We believe in metrics at ZURB. We track them for our clients and for ourselves to get a handle on what's working and what's not, and where opportunity lies. One of our favorite tools is the free and powerful
Google Analytics. However, something about Google Analytics has been really bothering me. See if you can find it on this dashboard screen.
Did you catch it?
No search field! How does Google, a company built on the idea of mining vast sets of data, neglect to make searching a) easy and b) powerful in one of their key products?
So let's fix it!
Alright, we can't quite fix it. What we can do is make suggestions and put out ideas.
For starters, Google believes in a data-centric world and provides tools to reach that data. They've kept that approach incredibly simple (as evidenced by their always-spartan home page) so we'll do the same. A search field, nothing fancy, right up top.
We've got the elements in place, now let's think about the interaction. Let's say I want to find how this blog post is doing. Searching for "Fired up" should return a list of any page with "Fired up" in the title or body copy, title results first. Searching for "twitter" should let me know that we get referrals from Twitter, and for what pages and how many.

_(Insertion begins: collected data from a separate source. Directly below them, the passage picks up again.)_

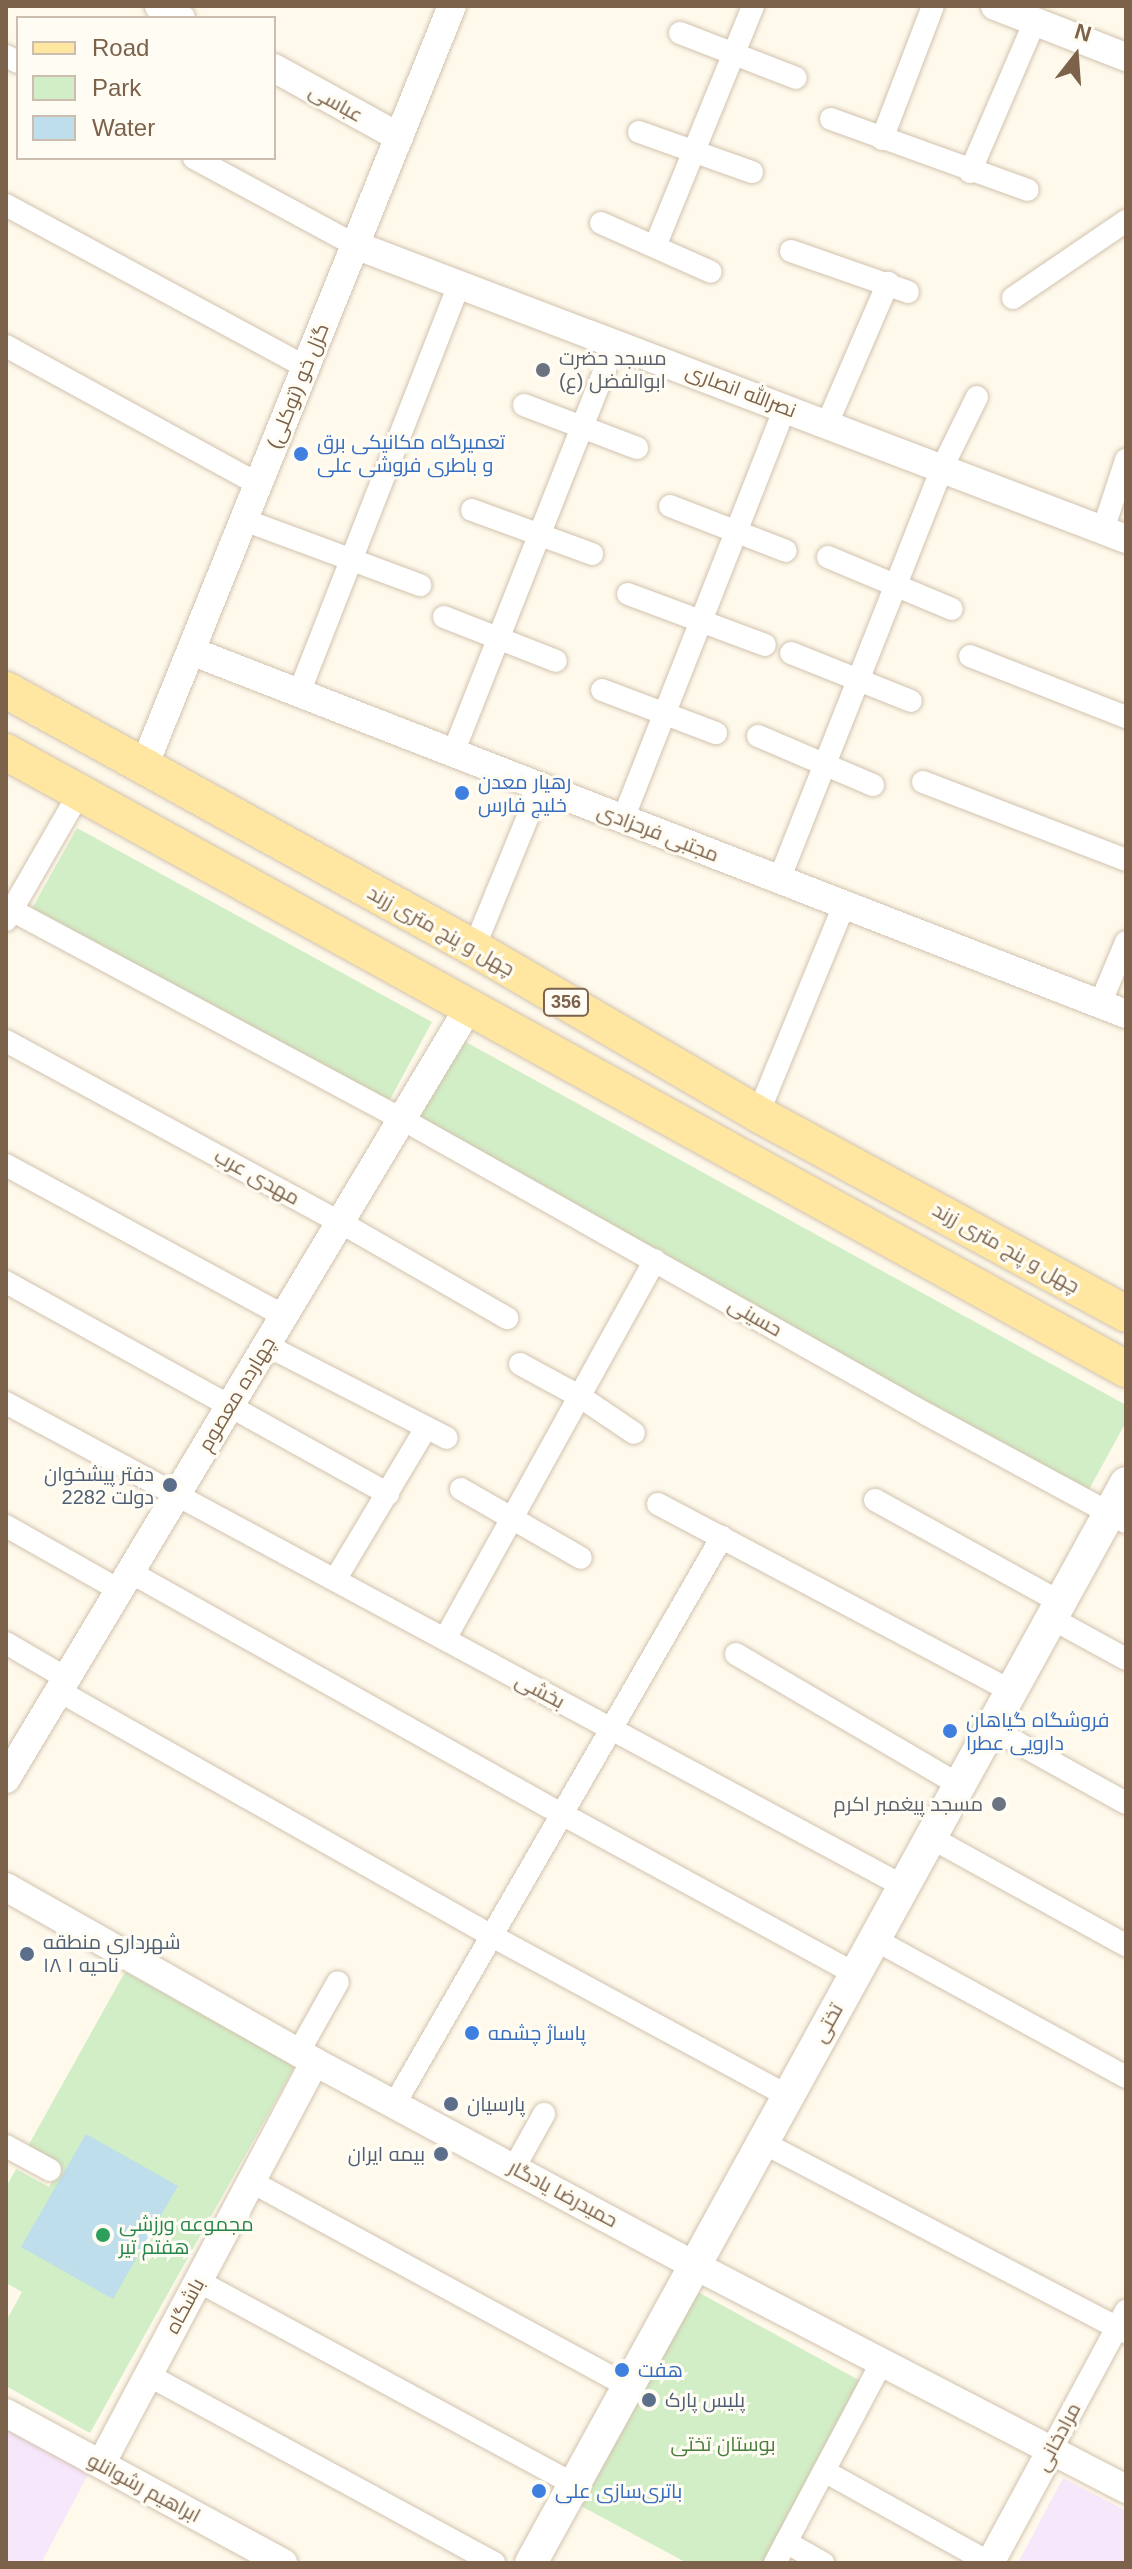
<!DOCTYPE html>
<meta charset="utf-8">
<style>
body{margin:0}
#map{position:relative;width:1132px;height:2569px;overflow:hidden;background:#fef9eb;font-family:Arial,Cairo,sans-serif}
div>[style]{position:absolute}
[style*='--x']{left:calc(var(--x)*1px);top:calc(var(--y)*1px);width:calc(var(--w)*1px);rotate:calc(var(--a)*1deg)}
.education>*{inset:0;background:#f6e7fb}
.green>*{inset:0;background:#d2eec7}
.water>*{inset:0;background:#bddeea}
.roads{filter:drop-shadow(0 0 2px #d2c2ae) drop-shadow(0 0 2px #d2c2ae)}
.minor>*{height:22px;margin:-11px;padding:0 11px;transform-origin:11px;border-radius:11px;background:#fff}
.tertiary>*{height:28px;margin:-14px;padding:0 14px;transform-origin:14px;border-radius:14px;background:#fff}
.secondary>*{height:32px;margin:-16px;padding:0 16px;transform-origin:16px;border-radius:16px;background:#fff}
.primary>*{height:36px;margin:-18px;padding:0 18px;transform-origin:18px;border-radius:18px;background:#ffe7a1}
.dots>*{width:22px;height:22px;translate:-50% -50%;box-sizing:border-box;border:4px solid #fffcf3;border-radius:50%}
span{translate:-50% -50%;white-space:nowrap;text-align:center;line-height:1.15;-webkit-text-stroke:6px #fffcf3;paint-order:stroke}
.shield-label span{padding:2px 6px;background:#fffcf3;border:2px solid;border-radius:6px;-webkit-text-stroke-width:0}
.shield-label{font-size:18px;color:#7c624b;font-weight:700}
.street-label{font-size:20px;color:#7c624b}
.worship-label{font-size:20px;color:#5b616d}
.left{translate:0 -50%;text-align:left}
.right{translate:-100% -50%;text-align:right}
.shop-label{font-size:20px;color:#366cbe}
.service-label{font-size:20px;color:#4e5e75}
.leisure-label{font-size:20px;color:#27864d}
.park-label{font-size:20px;color:#497c3e}
.frame{position:absolute;inset:0;border:8px solid #7c624b;pointer-events:none}
.legend{position:absolute;left:16px;top:16px;width:260px;height:144px;box-sizing:border-box;background:#fffcf3;border:2px solid #cbbeb0;margin:0;padding:10px 14px;list-style:none;font-size:24px;color:#7c624b}
.legend li{display:flex;align-items:center;gap:16px;height:40px}
.legend b{width:40px;border:2px solid #cbbeb0}
.north{position:absolute;left:1036px;top:16px;width:80px;height:80px;-webkit-text-stroke:6px #fffcf3;paint-order:stroke;rotate:17deg;font-size:22px;font-weight:700;line-height:32px;text-align:center;color:#7c624b}
.north::after{content:'';display:block;margin:auto;width:28px;height:36px;background:#7c624b;clip-path:polygon(50% 0,100% 100%,50% 72%,0 100%)}
</style>
<div id="map">
<div class="education">
<i style="clip-path:polygon(6px 2425px,90px 2471px,41px 2563px,6px 2563px)"></i>
<i style="clip-path:polygon(1063px 2478px,1126px 2511px,1126px 2563px,1018px 2563px)"></i>
</div>
<div class="green">
<i style="clip-path:polygon(77px 828px,432px 1022px,386px 1107px,30px 912px)"></i>
<i style="clip-path:polygon(455px 1036px,1126px 1405px,1126px 1422px,1087px 1493px,417px 1122px)"></i>
<i style="clip-path:polygon(125px 1972px,295px 2066px,90px 2433px,6px 2386px,6px 2321px,22px 2292px,6px 2283px,6px 2187px,16px 2169px,49px 2187px,61px 2165px,28px 2146px)"></i>
<i style="clip-path:polygon(698px 2292px,864px 2383px,766px 2563px,687px 2563px,581px 2506px)"></i>
</div>
<div class="water">
<i style="clip-path:polygon(86px 2134px,178px 2186px,113px 2299px,21px 2247px)"></i>
</div>
<div class="roads">
<div class="minor">
<i style="--x:680;--y:33;--w:124;--a:21.2"></i>
<i style="--x:6;--y:56;--w:13;--a:27"></i>
<i style="--x:831;--y:119;--w:209;--a:19.8"></i>
<i style="--x:639;--y:132;--w:120;--a:19.5"></i>
<i style="--x:882;--y:139;--w:142;--a:-69"></i>
<i style="--x:194;--y:158;--w:183;--a:28.4"></i>
<i style="--x:970;--y:172;--w:164;--a:-66.7"></i>
<i style="--x:6;--y:205;--w:341;--a:28.4"></i>
<i style="--x:601;--y:223;--w:120;--a:24"></i>
<i style="--x:656;--y:244;--w:257;--a:-67.8"></i>
<i style="--x:791;--y:251;--w:124;--a:19.3"></i>
<i style="--x:1013;--y:298;--w:137;--a:-34.3"></i>
<i style="--x:6;--y:346;--w:287;--a:28.7"></i>
<i style="--x:524;--y:405;--w:121;--a:20.8"></i>
<i style="--x:827;--y:424;--w:154;--a:-66.6"></i>
<i style="--x:670;--y:506;--w:124;--a:21.2"></i>
<i style="--x:472;--y:510;--w:128;--a:20.1"></i>
<i style="--x:244;--y:520;--w:188;--a:20.3"></i>
<i style="--x:1103;--y:530;--w:74;--a:-71.8"></i>
<i style="--x:828;--y:557;--w:134;--a:22.8"></i>
<i style="--x:628;--y:594;--w:146;--a:20.4"></i>
<i style="--x:444;--y:617;--w:120;--a:21.4"></i>
<i style="--x:791;--y:653;--w:129;--a:21.8"></i>
<i style="--x:970;--y:656;--w:168;--a:21.4"></i>
<i style="--x:602;--y:690;--w:122;--a:20.7"></i>
<i style="--x:299;--y:693;--w:440;--a:-68.6"></i>
<i style="--x:758;--y:736;--w:125;--a:23.1"></i>
<i style="--x:453;--y:753;--w:442;--a:-68.4"></i>
<i style="--x:923;--y:782;--w:217;--a:21"></i>
<i style="--x:623;--y:819;--w:442;--a:-68.5"></i>
<i style="--x:779;--y:880;--w:443;--a:-68.4"></i>
<i style="--x:942;--y:468;--w:79;--a:-63.8"></i>
<i style="--x:6;--y:907;--w:449;--a:28.2"></i>
<i style="--x:402;--y:1119;--w:604;--a:29.37"></i>
<i style="--x:928;--y:1415;--w:225;--a:28.4"></i>
<i style="--x:6;--y:920;--w:148;--a:-60"></i>
<i style="--x:474;--y:948;--w:174;--a:-67.7"></i>
<i style="--x:1100;--y:1004;--w:67;--a:-67.2"></i>
<i style="--x:6;--y:1041;--w:380;--a:28.5"></i>
<i style="--x:340;--y:1222;--w:193;--a:29.9"></i>
<i style="--x:758;--y:1114;--w:226;--a:-67.6"></i>
<i style="--x:6;--y:1165;--w:316;--a:28.5"></i>
<i style="--x:6;--y:1282;--w:437;--a:29"></i>
<i style="--x:266;--y:1345;--w:203;--a:27.2"></i>
<i style="--x:520;--y:1364;--w:67;--a:28.5"></i>
<i style="--x:579;--y:1396;--w:66;--a:33.9"></i>
<i style="--x:6;--y:1403;--w:1019;--a:28.3"></i>
<i style="--x:461;--y:1489;--w:138;--a:29.9"></i>
<i style="--x:875;--y:1500;--w:211;--a:28.9"></i>
<i style="--x:658;--y:1504;--w:399;--a:27.9"></i>
<i style="--x:6;--y:1526;--w:130;--a:29.5"></i>
<i style="--x:130;--y:1572;--w:495;--a:29.3"></i>
<i style="--x:562;--y:1814;--w:334;--a:28.6"></i>
<i style="--x:335;--y:1580;--w:177;--a:-59.1"></i>
<i style="--x:1051;--y:1618;--w:85;--a:28.7"></i>
<i style="--x:445;--y:1639;--w:433;--a:-61"></i>
<i style="--x:6;--y:1643;--w:69;--a:30.3"></i>
<i style="--x:736;--y:1654;--w:259;--a:30.4"></i>
<i style="--x:59;--y:1691;--w:498;--a:29.5"></i>
<i style="--x:492;--y:1936;--w:336;--a:28.4"></i>
<i style="--x:991;--y:1728;--w:154;--a:29.1"></i>
<i style="--x:930;--y:1837;--w:224;--a:28.9"></i>
<i style="--x:874;--y:1939;--w:287;--a:28.7"></i>
<i style="--x:298;--y:2053;--w:81;--a:-60.6"></i>
<i style="--x:394;--y:2105;--w:656;--a:-60"></i>
<i style="--x:762;--y:2142;--w:411;--a:27.6"></i>
<i style="--x:6;--y:2146;--w:50;--a:28.6"></i>
<i style="--x:514;--y:2168;--w:62;--a:-60.9"></i>
<i style="--x:252;--y:2182;--w:428;--a:28.5"></i>
<i style="--x:198;--y:2281;--w:427;--a:28.4"></i>
<i style="--x:148;--y:2375;--w:394;--a:28.5"></i>
<i style="--x:1051;--y:2450;--w:158;--a:-61.7"></i>
<i style="--x:824;--y:2471;--w:190;--a:29"></i>
<i style="--x:786;--y:2542;--w:43;--a:29.6"></i>
<i style="--x:775;--y:2563;--w:228;--a:-62"></i>
</div>
<div class="tertiary">
<i style="--x:159;--y:6;--w:25;--a:29"></i>
<i style="--x:995;--y:6;--w:141;--a:21.3"></i>
<i style="--x:274;--y:68;--w:143;--a:28.9"></i>
<i style="--x:355;--y:245;--w:825;--a:20.87"></i>
<i style="--x:191;--y:651;--w:1003;--a:21.22"></i>
<i style="--x:144;--y:766;--w:820;--a:-67.94"></i>
<i style="--x:6;--y:1779;--w:898;--a:-59.04"></i>
<i style="--x:6;--y:1887;--w:355;--a:29.5"></i>
<i style="--x:315;--y:2062;--w:430;--a:28.2"></i>
<i style="--x:694;--y:2265;--w:487;--a:27.4"></i>
<i style="--x:6;--y:2413;--w:315;--a:28.4"></i>
<i style="--x:101;--y:2464;--w:455;--a:-62"></i>
<i style="--x:990;--y:2563;--w:128;--a:-61.6"></i>
</div>
<div class="secondary">
<i style="--x:531;--y:2563;--w:1233;--a:-61.15"></i>
</div>
<div class="primary">
<i style="--x:6;--y:690;--w:534;--a:28.87"></i>
<i style="--x:474;--y:948;--w:329;--a:30.3"></i>
<i style="--x:758;--y:1114;--w:419;--a:28.5"></i>
<i style="--x:6;--y:752;--w:1279;--a:28.85"></i>
</div>
</div>
<div class="dots">
<i style="left:543px;top:370px;background:#6b7280"></i>
<i style="left:301px;top:454px;background:#3f7fe0"></i>
<i style="left:462px;top:793px;background:#3f7fe0"></i>
<i style="left:170px;top:1485px;background:#5c6f8a"></i>
<i style="left:950px;top:1731px;background:#3f7fe0"></i>
<i style="left:999px;top:1804px;background:#6b7280"></i>
<i style="left:27px;top:1954px;background:#5c6f8a"></i>
<i style="left:472px;top:2033px;background:#3f7fe0"></i>
<i style="left:451px;top:2104px;background:#5c6f8a"></i>
<i style="left:441px;top:2154px;background:#5c6f8a"></i>
<i style="left:103px;top:2235px;background:#2e9e5b"></i>
<i style="left:622px;top:2370px;background:#3f7fe0"></i>
<i style="left:649px;top:2400px;background:#5c6f8a"></i>
<i style="left:539px;top:2491px;background:#3f7fe0"></i>
</div>
<div class="shield-label">
<span style="left:566px;top:1002px">356</span>
</div>
<div class="street-label">
<span style="left:336px;top:103px;rotate:29deg">عباسی</span>
<span style="left:298px;top:386px;rotate:-68deg">گزل خو (توکلی)</span>
<span style="left:741px;top:391px;rotate:21deg">نصرالله انصاری</span>
<span style="left:658px;top:833px;rotate:21deg">مجتبی فرحزادی</span>
<span style="left:441px;top:931px;rotate:29deg">چهل و پنج متری زرند</span>
<span style="left:257px;top:1177px;rotate:29deg">مهدی عرب</span>
<span style="left:1006px;top:1248px;rotate:29deg">چهل و پنج متری زرند</span>
<span style="left:755px;top:1317px;rotate:30deg">حسینی</span>
<span style="left:237px;top:1394px;rotate:-59deg">چهارده معصوم</span>
<span style="left:540px;top:1691px;rotate:28deg">بخشی</span>
<span style="left:828px;top:2023px;rotate:-61deg">تختی</span>
<span style="left:563px;top:2194px;rotate:28deg">حمیدرضا یادگار</span>
<span style="left:185px;top:2306px;rotate:-62deg">باشگاه</span>
<span style="left:1058px;top:2437px;rotate:-62deg">مرادخانی</span>
<span style="left:144px;top:2488px;rotate:28deg">ابراهیم رشوانلو</span>
</div>
<div class="worship-label">
<span class="left" style="left:559px;top:370px">مسجد حضرت<br>ابوالفضل (ع)</span>
<span class="right" style="left:983px;top:1804px">مسجد پیغمبر اکرم</span>
</div>
<div class="shop-label">
<span class="left" style="left:317px;top:454px">تعمیرگاه مکانیکی برق<br>و باطری فروشی علی</span>
<span class="left" style="left:478px;top:794px">رهیار معدن<br>خلیج فارس</span>
<span class="left" style="left:966px;top:1732px">فروشگاه گیاهان<br>دارویی عطرا</span>
<span class="left" style="left:488px;top:2033px">پاساژ چشمه</span>
<span class="left" style="left:638px;top:2370px">هفت</span>
<span class="left" style="left:555px;top:2491px">باتری‌سازی علی</span>
</div>
<div class="service-label">
<span class="right" style="left:154px;top:1486px">دفتر پیشخوان<br>دولت 2282</span>
<span class="left" style="left:43px;top:1954px">شهرداری منطقه<br>۱۸ ناحیه ۱</span>
<span class="left" style="left:467px;top:2104px">پارسیان</span>
<span class="right" style="left:425px;top:2154px">بیمه ایران</span>
<span class="left" style="left:665px;top:2400px">پلیس پارک</span>
</div>
<div class="leisure-label">
<span class="left" style="left:119px;top:2236px">مجموعه ورزشی<br>هفتم تیر</span>
</div>
<div class="park-label">
<span style="left:723px;top:2444px">بوستان تختی</span>
</div>
<div class="frame"></div>
<ul class="legend">
<li><b style="height:10px;background:#ffe7a1"></b>Road</li>
<li><b style="height:22px;background:#d2eec7"></b>Park</li>
<li><b style="height:22px;background:#bddeea"></b>Water</li>
</ul>
<div class="north">N</div>
</div>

However, search (especially from Google) can be so much more powerful.
Mark here at ZURB tossed out: what about human language search? "Top ten pages from last week" should return a list of the ten highest-trafficked pages from the past calendar week, just like "5 highest referrers" should return the five largest incoming referrers of all time. Human language search is going to be huge, and soon—you can already see examples of it in Mozilla's
Ubiquity concept.
Google = Search
Google Analytics is a great tool, and for the price (hah!) provides an extraordinary service. But it could do so much more, and more easily, than it already does.
Google built a brand around search, the ubiquity of data – why not bring that into one of their flagship products?
Ryan correctly pointed out that Google Analytics does have a search function – however I'm choosing to ignore their difficult to find, even more difficult to use implementation.